Until now. The Ark may have found a model that could transform how we approach the visual arts in education. Last year, it began a project, Ark 1x1, to bring art to primary schools around county Cavan. The idea is straightforward: 13 artworks by well-known Irish artists visit a Cavan school for three weeks at a time and are then rotated with a different picture. The exhibition includes 10 pictures from The Ark's own collection and three on loan from the Arts Council's collection. The children can explore the art at their own pace and have their own take on what the linking theme is.
“For some of the children, this is their first engagement with an original work of art, not a computer generated image,” says McHugh.
“Children are bringing in their parents and grandparents to show and ‘explain’ the artworks. Spontaneous corridor conversations about art have been overheard between older and younger children. Interactions between classes are organised. This really is a whole school project.”
Some teachers were initially daunted by the project, but many say they have learnt new skills and garnered insights from the reaction of the children.
"It's a ground-breaking project, with rich potential," says McHugh. "Children and their teachers are encouraged to respond to the artworks at their own pace and leisure, to take time for reflection and contemplation. Every participating child is given a personal Ark 1 x1 journal for imaginative drawings, responses and thoughts. The approach is a 'slow seeing', immersive engagement with art. The Ark provides free classroom guides, with support material on every artwork and stimulating questions. These are intended to enrich a range of interpretation of the work, not to lead children to some pre-determined outcome."
Non-Dublin centric
The Arts in Education Charter aspires to place creativity at the heart of our future as a country. McHugh says that it is important to develop new, non-Dublin centric models of arts education.
“Ark 1x1 is a meaningful model which may be of value to other counties, particularly rural counties where access to public art facilities may be difficult or limited.”
But, of course, there’s an all too familiar problem in supporting arts education: money. McHugh recently returned from a Fulbright scholarship in New York where, for eight months, she was based at the Lincoln Centre of Education, the educational wing of the Lincoln Centre for the Performing Arts.

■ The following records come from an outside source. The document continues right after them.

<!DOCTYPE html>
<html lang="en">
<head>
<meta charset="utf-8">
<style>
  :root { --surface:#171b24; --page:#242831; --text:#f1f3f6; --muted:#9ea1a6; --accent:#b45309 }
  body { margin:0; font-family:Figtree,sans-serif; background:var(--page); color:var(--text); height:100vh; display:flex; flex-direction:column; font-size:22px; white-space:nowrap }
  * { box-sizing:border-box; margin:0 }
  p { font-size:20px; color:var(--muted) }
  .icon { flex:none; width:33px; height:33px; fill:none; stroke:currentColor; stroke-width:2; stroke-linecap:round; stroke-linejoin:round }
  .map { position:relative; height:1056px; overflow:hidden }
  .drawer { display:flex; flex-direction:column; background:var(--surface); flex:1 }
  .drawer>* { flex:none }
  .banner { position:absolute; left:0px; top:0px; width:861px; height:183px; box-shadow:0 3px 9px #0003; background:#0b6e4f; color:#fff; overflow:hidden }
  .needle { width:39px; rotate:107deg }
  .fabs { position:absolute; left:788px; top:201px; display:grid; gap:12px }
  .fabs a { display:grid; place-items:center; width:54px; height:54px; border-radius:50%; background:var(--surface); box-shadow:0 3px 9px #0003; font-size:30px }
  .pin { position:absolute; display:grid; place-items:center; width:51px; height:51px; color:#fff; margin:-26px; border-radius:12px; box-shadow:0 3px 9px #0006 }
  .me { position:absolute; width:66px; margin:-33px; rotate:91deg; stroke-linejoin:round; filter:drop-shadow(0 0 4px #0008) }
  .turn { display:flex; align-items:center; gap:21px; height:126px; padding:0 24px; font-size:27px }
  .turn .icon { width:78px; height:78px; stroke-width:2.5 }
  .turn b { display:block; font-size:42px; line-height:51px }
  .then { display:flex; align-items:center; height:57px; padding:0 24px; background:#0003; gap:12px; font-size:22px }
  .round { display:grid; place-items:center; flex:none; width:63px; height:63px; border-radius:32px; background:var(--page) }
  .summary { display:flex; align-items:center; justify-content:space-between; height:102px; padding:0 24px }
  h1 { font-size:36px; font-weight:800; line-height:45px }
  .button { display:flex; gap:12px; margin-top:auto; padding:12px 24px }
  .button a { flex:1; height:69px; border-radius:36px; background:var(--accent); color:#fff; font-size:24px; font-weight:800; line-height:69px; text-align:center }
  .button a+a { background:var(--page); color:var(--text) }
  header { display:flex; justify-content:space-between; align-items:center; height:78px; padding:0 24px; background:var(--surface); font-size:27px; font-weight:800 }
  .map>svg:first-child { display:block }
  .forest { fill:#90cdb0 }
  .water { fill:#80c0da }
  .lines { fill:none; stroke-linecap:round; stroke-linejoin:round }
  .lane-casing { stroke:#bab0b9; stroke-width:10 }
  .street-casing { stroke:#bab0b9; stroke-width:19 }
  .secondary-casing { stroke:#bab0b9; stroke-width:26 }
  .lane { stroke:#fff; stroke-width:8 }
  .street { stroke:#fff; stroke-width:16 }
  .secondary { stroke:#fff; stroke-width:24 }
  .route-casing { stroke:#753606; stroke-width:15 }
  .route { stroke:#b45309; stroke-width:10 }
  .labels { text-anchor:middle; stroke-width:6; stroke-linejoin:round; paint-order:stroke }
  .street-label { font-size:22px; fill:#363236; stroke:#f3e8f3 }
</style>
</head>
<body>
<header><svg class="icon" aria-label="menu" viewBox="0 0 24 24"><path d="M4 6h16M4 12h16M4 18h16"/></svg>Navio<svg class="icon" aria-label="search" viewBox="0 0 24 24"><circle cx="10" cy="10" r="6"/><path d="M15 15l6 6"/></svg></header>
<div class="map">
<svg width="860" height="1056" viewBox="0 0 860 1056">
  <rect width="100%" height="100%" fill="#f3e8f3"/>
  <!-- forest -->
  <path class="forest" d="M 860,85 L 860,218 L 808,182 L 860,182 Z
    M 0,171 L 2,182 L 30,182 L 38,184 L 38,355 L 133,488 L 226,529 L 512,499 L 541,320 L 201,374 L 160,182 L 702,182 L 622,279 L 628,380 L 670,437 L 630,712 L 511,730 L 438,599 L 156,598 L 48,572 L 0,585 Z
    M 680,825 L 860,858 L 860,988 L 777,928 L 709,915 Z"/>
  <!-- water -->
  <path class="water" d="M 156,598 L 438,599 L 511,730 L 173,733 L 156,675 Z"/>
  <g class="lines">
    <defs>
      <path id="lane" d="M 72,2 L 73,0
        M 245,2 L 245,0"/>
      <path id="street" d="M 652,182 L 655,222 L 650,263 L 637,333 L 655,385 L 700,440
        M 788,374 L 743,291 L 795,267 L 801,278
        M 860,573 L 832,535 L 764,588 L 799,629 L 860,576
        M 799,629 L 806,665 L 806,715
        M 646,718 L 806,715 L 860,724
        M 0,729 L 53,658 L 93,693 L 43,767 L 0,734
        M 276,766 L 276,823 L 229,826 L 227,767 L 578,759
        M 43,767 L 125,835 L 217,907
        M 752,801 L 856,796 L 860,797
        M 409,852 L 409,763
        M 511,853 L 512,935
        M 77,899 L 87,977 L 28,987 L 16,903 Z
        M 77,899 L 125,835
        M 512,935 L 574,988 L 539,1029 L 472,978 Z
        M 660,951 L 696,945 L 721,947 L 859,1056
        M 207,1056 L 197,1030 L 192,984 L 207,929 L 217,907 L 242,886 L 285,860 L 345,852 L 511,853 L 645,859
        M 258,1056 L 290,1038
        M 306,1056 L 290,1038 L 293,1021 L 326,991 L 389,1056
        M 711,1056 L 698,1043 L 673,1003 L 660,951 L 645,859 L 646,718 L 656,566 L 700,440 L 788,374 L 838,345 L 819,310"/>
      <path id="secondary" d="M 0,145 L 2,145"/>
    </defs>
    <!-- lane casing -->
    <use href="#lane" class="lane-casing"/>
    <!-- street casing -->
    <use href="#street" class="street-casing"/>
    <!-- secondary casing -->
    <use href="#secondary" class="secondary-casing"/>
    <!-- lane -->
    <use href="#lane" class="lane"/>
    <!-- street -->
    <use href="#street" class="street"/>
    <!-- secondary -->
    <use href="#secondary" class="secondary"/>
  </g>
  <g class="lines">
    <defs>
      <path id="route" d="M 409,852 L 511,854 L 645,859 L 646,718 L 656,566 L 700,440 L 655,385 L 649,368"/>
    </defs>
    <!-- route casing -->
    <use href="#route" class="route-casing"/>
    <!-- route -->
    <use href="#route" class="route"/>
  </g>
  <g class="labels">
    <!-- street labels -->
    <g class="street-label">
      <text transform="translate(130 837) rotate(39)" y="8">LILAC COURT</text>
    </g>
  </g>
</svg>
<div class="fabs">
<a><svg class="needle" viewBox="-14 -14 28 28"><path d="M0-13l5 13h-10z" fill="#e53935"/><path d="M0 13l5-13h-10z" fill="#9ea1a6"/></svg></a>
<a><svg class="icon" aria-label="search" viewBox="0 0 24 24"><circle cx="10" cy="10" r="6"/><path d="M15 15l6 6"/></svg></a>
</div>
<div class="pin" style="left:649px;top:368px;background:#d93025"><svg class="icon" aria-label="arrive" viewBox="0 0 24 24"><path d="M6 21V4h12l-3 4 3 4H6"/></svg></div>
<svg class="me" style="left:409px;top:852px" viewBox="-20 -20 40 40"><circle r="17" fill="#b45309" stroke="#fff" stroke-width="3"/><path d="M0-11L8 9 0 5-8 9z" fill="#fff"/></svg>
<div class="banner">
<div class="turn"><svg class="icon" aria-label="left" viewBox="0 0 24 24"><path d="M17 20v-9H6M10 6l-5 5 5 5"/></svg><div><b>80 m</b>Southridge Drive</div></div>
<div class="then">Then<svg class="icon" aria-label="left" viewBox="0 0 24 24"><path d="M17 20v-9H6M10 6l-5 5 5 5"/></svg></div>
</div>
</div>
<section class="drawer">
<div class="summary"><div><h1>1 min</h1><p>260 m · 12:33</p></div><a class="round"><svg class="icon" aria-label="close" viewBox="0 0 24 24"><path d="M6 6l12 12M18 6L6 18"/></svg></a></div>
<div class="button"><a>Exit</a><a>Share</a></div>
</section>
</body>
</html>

The trip clarified many ideas about the arts for her, she says. "We have a high quality of work in Ireland, but we also have a short-term approach to arts education. Funding is rarely available beyond a year. In the US, partnerships with major foundations allow the delivery of arts projects in schools but with the exception of the Ireland Funds that has not happened here. Ireland has an amazing capacity for the arts, but we can't do it with short-term approaches. What stops us from providing more incubation spaces and pilot projects?"
Last month, New York City comptroller Scott Stringer urged NYC's Department of Education to secure a separate budget line for the arts in education. His reasoning was clear: arts education improves the creativity, innovation and problem-solving skills of young people.
McHugh wants to see a clear and dedicated budget line for arts education in Ireland, where a project could be developed over three to five years. What would this entail? “Innovative pilot projects, continuous professional development for teachers and professional development for artists who want to work with children and young people. It’s also important to look at providing this in rural areas where children have less access to cultural facilities; those children have just as much a right to access the arts as children based in urban areas. Access for young people with special needs has to be considered as well.”
This is not just about being nice to children, says McHugh. We have obligations to meet. “Ireland is a signatory to the UN Convention on the Rights of the Child, which says that children should have a right to the arts. There needs to be uniformity in how we approach it. Some teachers do extraordinary work, but it is too important to be left to the passion of individual teachers.”